For a long time, this one never sat right with me. The whole cutting thing seemed like an oddly violent thing to pair with making a choice.
I guess I would have gone with something more measured and considered. Maybe pull in the word for “weigh” or something.
But no, in 1425, they went with cut.
What were they thinking?
I have two theories. You can tell me which one sits better with you. Which one is a better match for what it feels like when you make a decision?
Unresearched Theory No. 1
I think ‘analysis paralysis’ is probably unique to our generation. I don’t think previous generations had the same amount of information on hand, or had to make decisions of similar complexity.
In 1425, most choices were probably pretty simple. Do I plant the field today, or do it tomorrow?
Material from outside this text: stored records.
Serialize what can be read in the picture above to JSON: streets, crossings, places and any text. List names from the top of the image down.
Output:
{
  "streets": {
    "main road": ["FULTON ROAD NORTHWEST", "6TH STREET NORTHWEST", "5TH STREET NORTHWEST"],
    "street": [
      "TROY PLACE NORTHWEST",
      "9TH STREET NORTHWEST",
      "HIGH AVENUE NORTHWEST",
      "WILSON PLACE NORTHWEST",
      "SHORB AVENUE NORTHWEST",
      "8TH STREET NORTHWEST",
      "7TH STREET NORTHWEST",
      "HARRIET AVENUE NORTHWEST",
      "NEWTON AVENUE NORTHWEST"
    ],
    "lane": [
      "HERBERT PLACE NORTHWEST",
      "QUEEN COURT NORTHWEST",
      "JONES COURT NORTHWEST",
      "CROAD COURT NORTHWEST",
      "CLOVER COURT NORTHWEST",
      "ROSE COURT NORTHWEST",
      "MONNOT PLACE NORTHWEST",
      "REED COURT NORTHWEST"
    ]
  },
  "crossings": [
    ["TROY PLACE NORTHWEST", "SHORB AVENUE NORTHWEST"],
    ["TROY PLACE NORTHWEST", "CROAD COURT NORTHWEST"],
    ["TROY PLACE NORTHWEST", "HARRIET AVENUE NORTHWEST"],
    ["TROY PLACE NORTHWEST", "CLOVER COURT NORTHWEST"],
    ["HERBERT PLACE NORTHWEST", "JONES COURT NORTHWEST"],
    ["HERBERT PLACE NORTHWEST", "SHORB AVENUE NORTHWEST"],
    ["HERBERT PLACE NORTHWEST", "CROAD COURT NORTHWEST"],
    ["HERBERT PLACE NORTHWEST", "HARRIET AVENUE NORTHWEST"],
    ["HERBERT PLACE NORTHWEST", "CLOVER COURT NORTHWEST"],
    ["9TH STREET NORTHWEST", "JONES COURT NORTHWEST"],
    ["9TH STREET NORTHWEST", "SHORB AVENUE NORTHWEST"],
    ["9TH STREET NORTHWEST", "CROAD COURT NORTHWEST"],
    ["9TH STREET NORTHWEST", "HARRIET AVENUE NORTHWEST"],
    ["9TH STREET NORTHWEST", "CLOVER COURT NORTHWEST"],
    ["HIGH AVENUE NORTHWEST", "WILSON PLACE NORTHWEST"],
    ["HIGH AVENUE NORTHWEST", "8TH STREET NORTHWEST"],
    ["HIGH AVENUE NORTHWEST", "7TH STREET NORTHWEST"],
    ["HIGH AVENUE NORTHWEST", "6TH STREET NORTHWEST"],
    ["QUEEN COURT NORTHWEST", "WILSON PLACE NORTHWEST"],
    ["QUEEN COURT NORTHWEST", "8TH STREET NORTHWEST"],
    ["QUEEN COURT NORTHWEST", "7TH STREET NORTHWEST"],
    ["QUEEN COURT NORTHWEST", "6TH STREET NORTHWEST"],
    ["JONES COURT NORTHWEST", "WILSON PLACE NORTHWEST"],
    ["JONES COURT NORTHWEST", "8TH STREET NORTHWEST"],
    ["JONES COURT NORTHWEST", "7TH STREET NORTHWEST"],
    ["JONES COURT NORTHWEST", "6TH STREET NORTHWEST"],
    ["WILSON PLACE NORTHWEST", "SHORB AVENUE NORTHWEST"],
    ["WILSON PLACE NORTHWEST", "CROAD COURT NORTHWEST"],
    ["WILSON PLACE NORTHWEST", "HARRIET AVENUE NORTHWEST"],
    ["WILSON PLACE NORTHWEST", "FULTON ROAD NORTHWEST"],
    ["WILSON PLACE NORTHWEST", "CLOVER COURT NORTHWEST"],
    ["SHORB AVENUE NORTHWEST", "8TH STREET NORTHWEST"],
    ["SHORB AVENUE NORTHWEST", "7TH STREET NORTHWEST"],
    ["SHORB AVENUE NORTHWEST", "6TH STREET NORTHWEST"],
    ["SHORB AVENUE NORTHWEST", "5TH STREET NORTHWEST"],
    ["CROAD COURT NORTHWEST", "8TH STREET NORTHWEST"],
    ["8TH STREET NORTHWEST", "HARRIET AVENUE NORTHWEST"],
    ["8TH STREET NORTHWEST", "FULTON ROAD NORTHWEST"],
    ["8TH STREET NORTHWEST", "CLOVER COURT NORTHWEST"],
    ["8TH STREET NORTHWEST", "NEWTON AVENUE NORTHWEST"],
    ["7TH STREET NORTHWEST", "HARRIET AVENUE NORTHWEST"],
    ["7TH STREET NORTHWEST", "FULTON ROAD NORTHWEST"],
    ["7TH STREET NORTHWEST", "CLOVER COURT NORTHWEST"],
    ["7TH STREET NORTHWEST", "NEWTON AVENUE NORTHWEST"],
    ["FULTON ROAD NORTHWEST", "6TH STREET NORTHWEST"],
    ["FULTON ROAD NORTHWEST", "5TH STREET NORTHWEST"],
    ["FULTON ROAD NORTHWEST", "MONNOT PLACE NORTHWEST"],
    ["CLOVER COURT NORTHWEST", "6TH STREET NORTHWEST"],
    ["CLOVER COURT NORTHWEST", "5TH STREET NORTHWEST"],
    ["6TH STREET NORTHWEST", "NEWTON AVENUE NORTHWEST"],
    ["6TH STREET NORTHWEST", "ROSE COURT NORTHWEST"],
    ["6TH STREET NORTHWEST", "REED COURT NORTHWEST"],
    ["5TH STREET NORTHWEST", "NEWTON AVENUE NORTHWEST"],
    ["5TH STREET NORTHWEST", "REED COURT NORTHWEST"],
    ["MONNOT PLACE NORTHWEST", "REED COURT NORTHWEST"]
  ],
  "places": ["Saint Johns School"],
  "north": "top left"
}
They probably didn’t have to weigh up the pros and cons of an issue the way we do. What career best reflects my innate talents and soul’s true purpose? Do I buy a high cashflow property in a low growth area, or a low cashflow property in a high growth area? Can I still go out for a beer with Bradley, even though he and my wife’s sister are getting a divorce?
First world problems, I know. But I’m not saying the choices we have to make these days are more important – just more complex. There’s a broader field of factors to consider.
But back when it was “plant today? plant tomorrow?” it was probably more straight forward. And in the context of a straight forward decision, ‘cutting’ might be about right.
Line up Option A and Option B next to each other, lop the head off one, and get on with the other.
“I’m doing the fields tomorrow, woman. Bring me some ale.”
But I also think this is a good way to think about decisions. It involves a certain element of death. Of killing.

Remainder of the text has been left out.